Kitap takdim, Hodgson’ın öğrencisi Edmund Burke’un tarih yazımına giriş mahiyetindeki makalesi ve üç ana bölümden oluşmaktadır. “Küresel Bağlamda Avrupa” başlığını taşıyan ilk bölümde Hodgson, Avrupa merkezci tarih anlayışını ve etkilerini detaylarıyla incelemiş ve okuyucuda farkındalık yaratacak sorular ile eleştirisini dile getirmiştir. Ardından Avrupa’nın kendi içinde yaşadığı dönüşümleri ve bunların sonuçlarını dünya tarihi çerçevesinde ele almıştır. “Küresel Bağlamda İslam” başlıklı ikinci bölümde ise -ihtisas alanı olan- İslam medeniyetine dair çok detaylı açıklamalarda bulunmuştur. İslam’ın doğduğu dünya ortamı, getirdiği yenilikler ve Hıristiyan inancıyla farkları gibi başlıklar ile İslam medeniyetini kıyasçı bir bakış açısıyla incelemiştir. Yine İslam tarihinin Ortadoğu tarihi mi yoksa dünya tarihi bünyesinde mi ele alınması gerektiğine dair çözümlemelerini bu bölümde okuyucuya sunmuştur. Eserin “Dünya Tarihi Disiplini” isimli son bölümünde ise Hodgson, dünya tarihi yazımında nesnellik ve evrensellik gibi problemleri irdeleyerek benimsediği yazım kriterlerini açıklamaktadır. Tarih disiplini alanına hasredilmiş bu bölüm ile eleştirilerinin altını pratik sahada doldurmuş, böylece ideal anlatıma ulaşmıştır.

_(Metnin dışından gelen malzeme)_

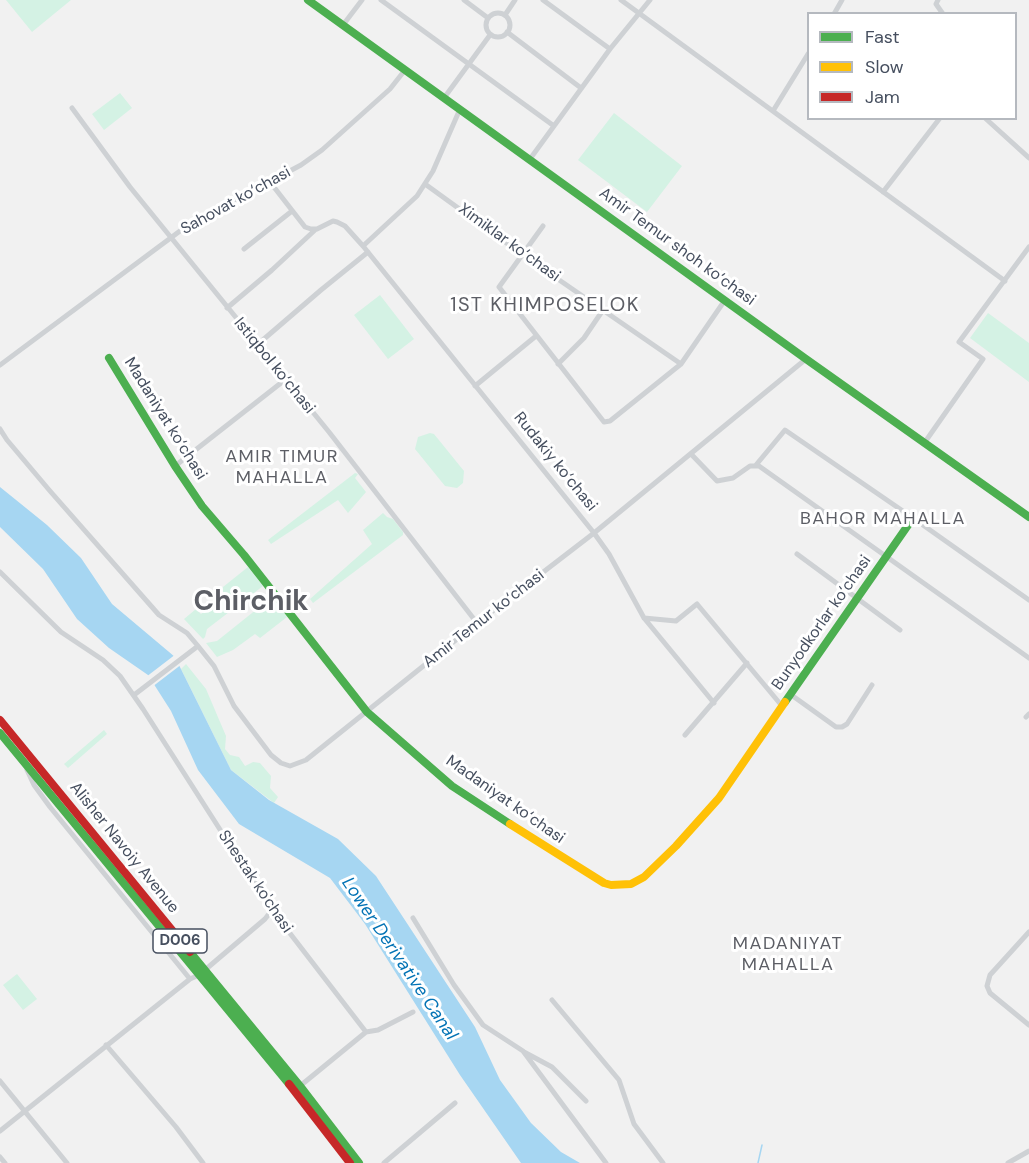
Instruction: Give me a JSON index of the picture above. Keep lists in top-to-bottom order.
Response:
{
  "streets": {
    "main road": [
      "Amir Temur shoh ko‘chasi",
      "Madaniyat ko‘chasi",
      "Bunyodkorlar ko‘chasi",
      "Alisher Navoiy Avenue",
      "D006"
    ],
    "street": [
      "Sahovat ko‘chasi",
      "Ximiklar ko‘chasi",
      "Istiqbol ko‘chasi",
      "Rudakiy ko‘chasi",
      "Amir Temur ko‘chasi",
      "Shestak ko'chasi"
    ]
  },
  "crossings": [
    ["Sahovat ko‘chasi", "Amir Temur shoh ko‘chasi"],
    ["Sahovat ko‘chasi", "Istiqbol ko‘chasi"],
    ["Amir Temur shoh ko‘chasi", "Amir Temur ko‘chasi"],
    ["Istiqbol ko‘chasi", "Amir Temur ko‘chasi"],
    ["Madaniyat ko‘chasi", "Amir Temur ko‘chasi"],
    ["Madaniyat ko‘chasi", "Bunyodkorlar ko‘chasi"],
    ["Rudakiy ko‘chasi", "Amir Temur ko‘chasi"]
  ],
  "districts": [
    "1ST KHIMPOSELOK",
    "AMIR TIMUR MAHALLA",
    "BAHOR MAHALLA",
    "Chirchik",
    "MADANIYAT MAHALLA"
  ],
  "water": ["Lower Derivative Canal"],
  "legend": ["Fast", "Slow", "Jam"]
}
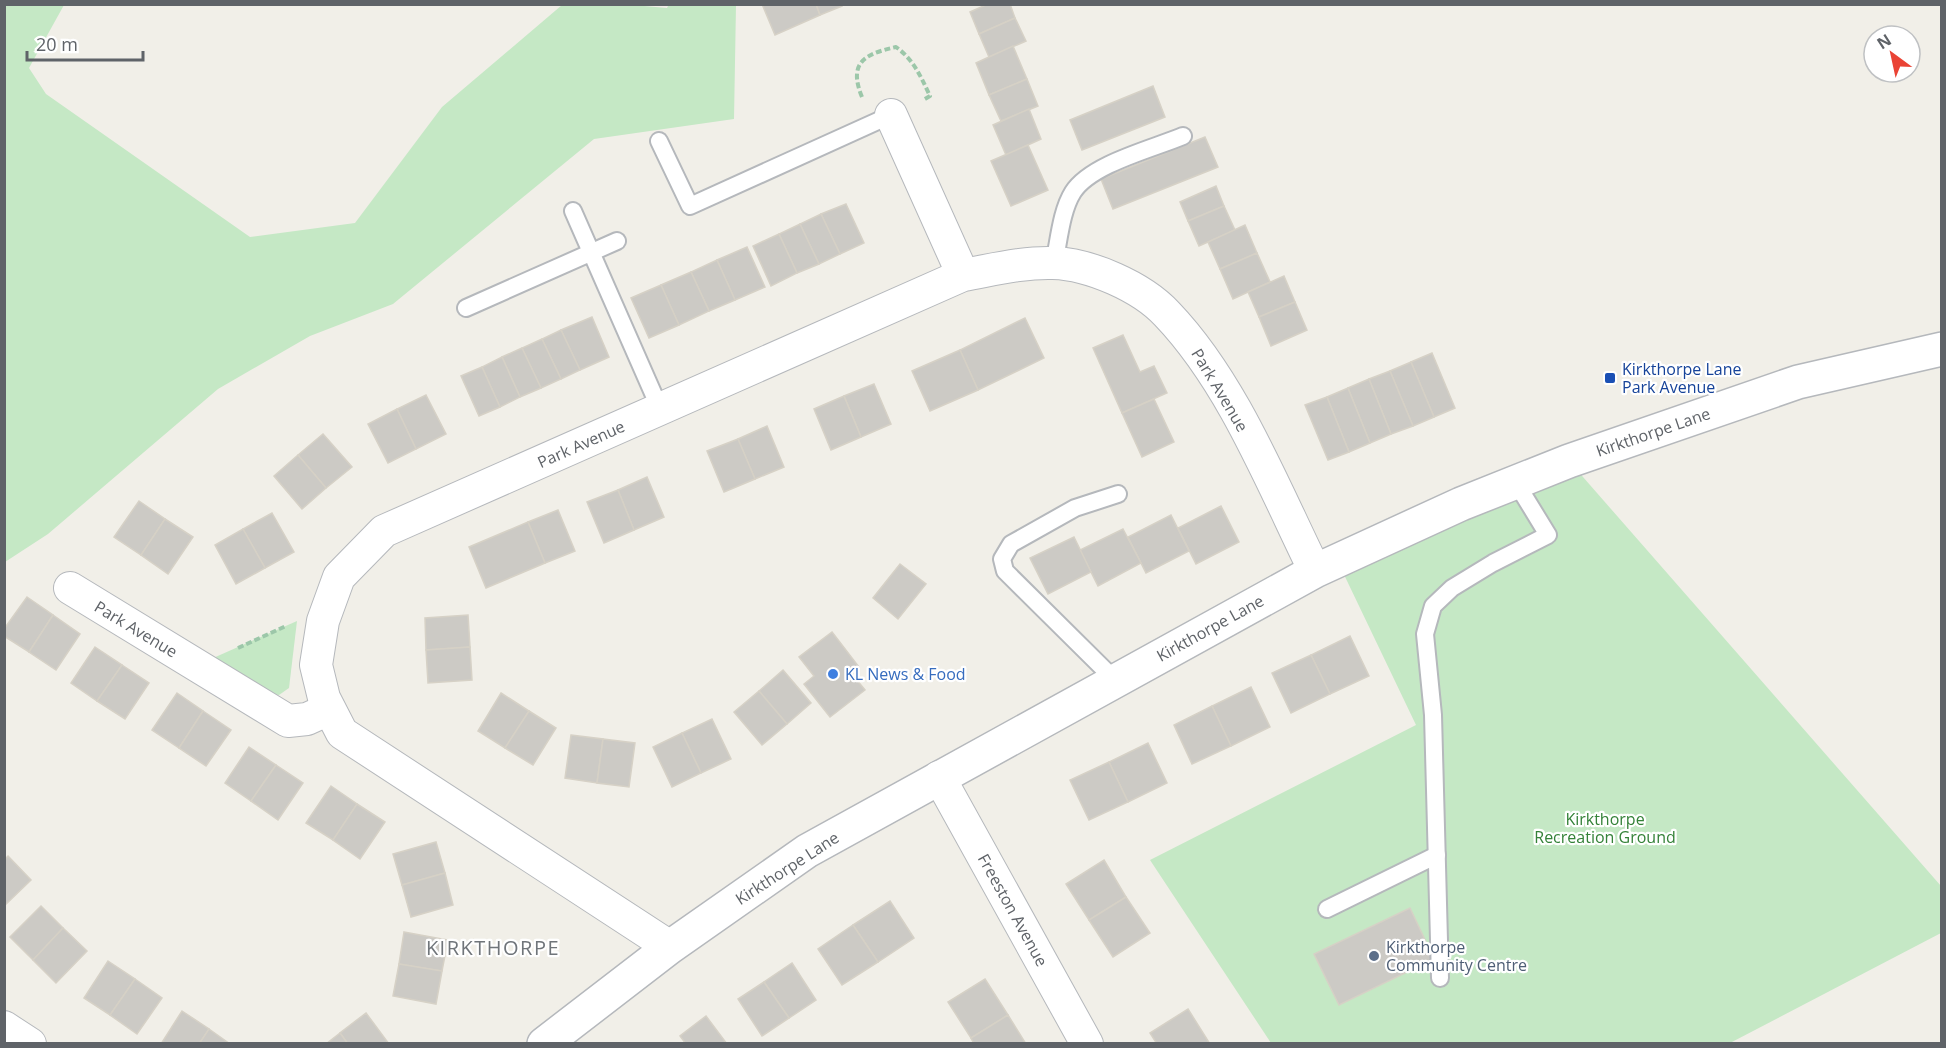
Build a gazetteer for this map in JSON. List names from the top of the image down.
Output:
{
  "streets": {
    "street": ["Park Avenue", "Kirkthorpe Lane", "Freeston Avenue"]
  },
  "crossings": [
    ["Park Avenue", "Kirkthorpe Lane"],
    ["Kirkthorpe Lane", "Freeston Avenue"]
  ],
  "districts": ["KIRKTHORPE"],
  "parks": ["Kirkthorpe Recreation Ground"],
  "places": {
    "transit": ["Kirkthorpe Lane Park Avenue"],
    "other": ["KL News & Food", "Kirkthorpe Community Centre"]
  },
  "scale_bar": "20 m",
  "north": "top left"
}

Marshall G. S Hodgson’a göre milletler kendilerini tarihin ve coğrafyanın ekseni olarak görme eğilimindedirler. Müslümanların İslam’ın doğuş yeri olan Mekke’nin dünya merkezi olduğunu düşünmeleri ve Çinlilerin karşılaştıkları bir dünya haritasında Çin’in dünyanın merkezinde yer almamasını hayretle karşılamaları gibi anekdotlar ile görüşünü örnekleyen Hodgson, bu eğilimin harita çizimine etkisine de değinmiştir. Buna göre mercator projeksiyonu ile çizilmiş dünya haritaları belirli coğrafyaları gerçeklikten bağımsız olarak büyük veya küçük göstermektedir. Afrika’nın bozulan şekli ve Grönland’ın olduğundan büyük gösterilmesi bu projeksiyondaki hataları ortaya koymaktadır. Hodgson’a göre bu basit bir teknik hatadan ziyade ideolojik arka planlı bir hamledir. Haritalar üzerinden kıta olma kriterlerini de irdeleyen Hodgson, Avrupa ile yaklaşık olarak aynı yüzölçümü ve nüfus oranına sahip Hindistan’ın kıta kabul edilmeme nedeninin de aynı amaca binaen olduğunu öne sürmektedir. Milletlerin kendilerini harita merkezine koyma eğilimi kendisini tarih alanında da göstermektedir. Buna göre dünya tarihindeki tüm gelişmeler merkezdeki medeniyetin çevresinde gelişmekte ondan bağımsız bir anlam ifade etmemektedir. En büyük örneğine batı medeniyetinde rastlanan bu anlayışa göre medeniyet meşalesi ilk olarak Mezopotamya’da yanmıştır. Babil, Yunan ve Roma’nın ardından son olarak Avrupa’ya ulaşmış böylece zirvede son bulmuştur. Orta çağ olarak adlandırılan süreçte, İslam medeniyeti medeniyet meşalesini “geçici” olarak almış, Avrupa’nın geçirdiği dönüşümün ardından zaten asıl sahibi olan Avrupa’ya iade etmiştir. En az İslam medeniyeti kadar güçlü ve etkin diğer Uzakdoğu medeniyetleri ise (İslam’a nispeten) Avrupa ile etkileşimde bulunmadıkları için söz konusu anlayışla yazılmış tarih kitaplarına konu dahi olmamıştır. Hodgson, Avrupa’nın dönüşümünün üç temel başlıkta toplamıştır. Ekonomik alanda Sanayi Devrimi, entelektüel alanda Aydınlanma düşüncesinin olduğu dönüşümün toplumsal ayağında ise feodal toprak sistemi ve burjuvazinin çöküşü vardır. Hodgson bu dönüşümün dünya tarihinde Avrupa hegemonyası ile sonuçlandığını ifade ederek Avrupa tahlillerini tamamlamıştır.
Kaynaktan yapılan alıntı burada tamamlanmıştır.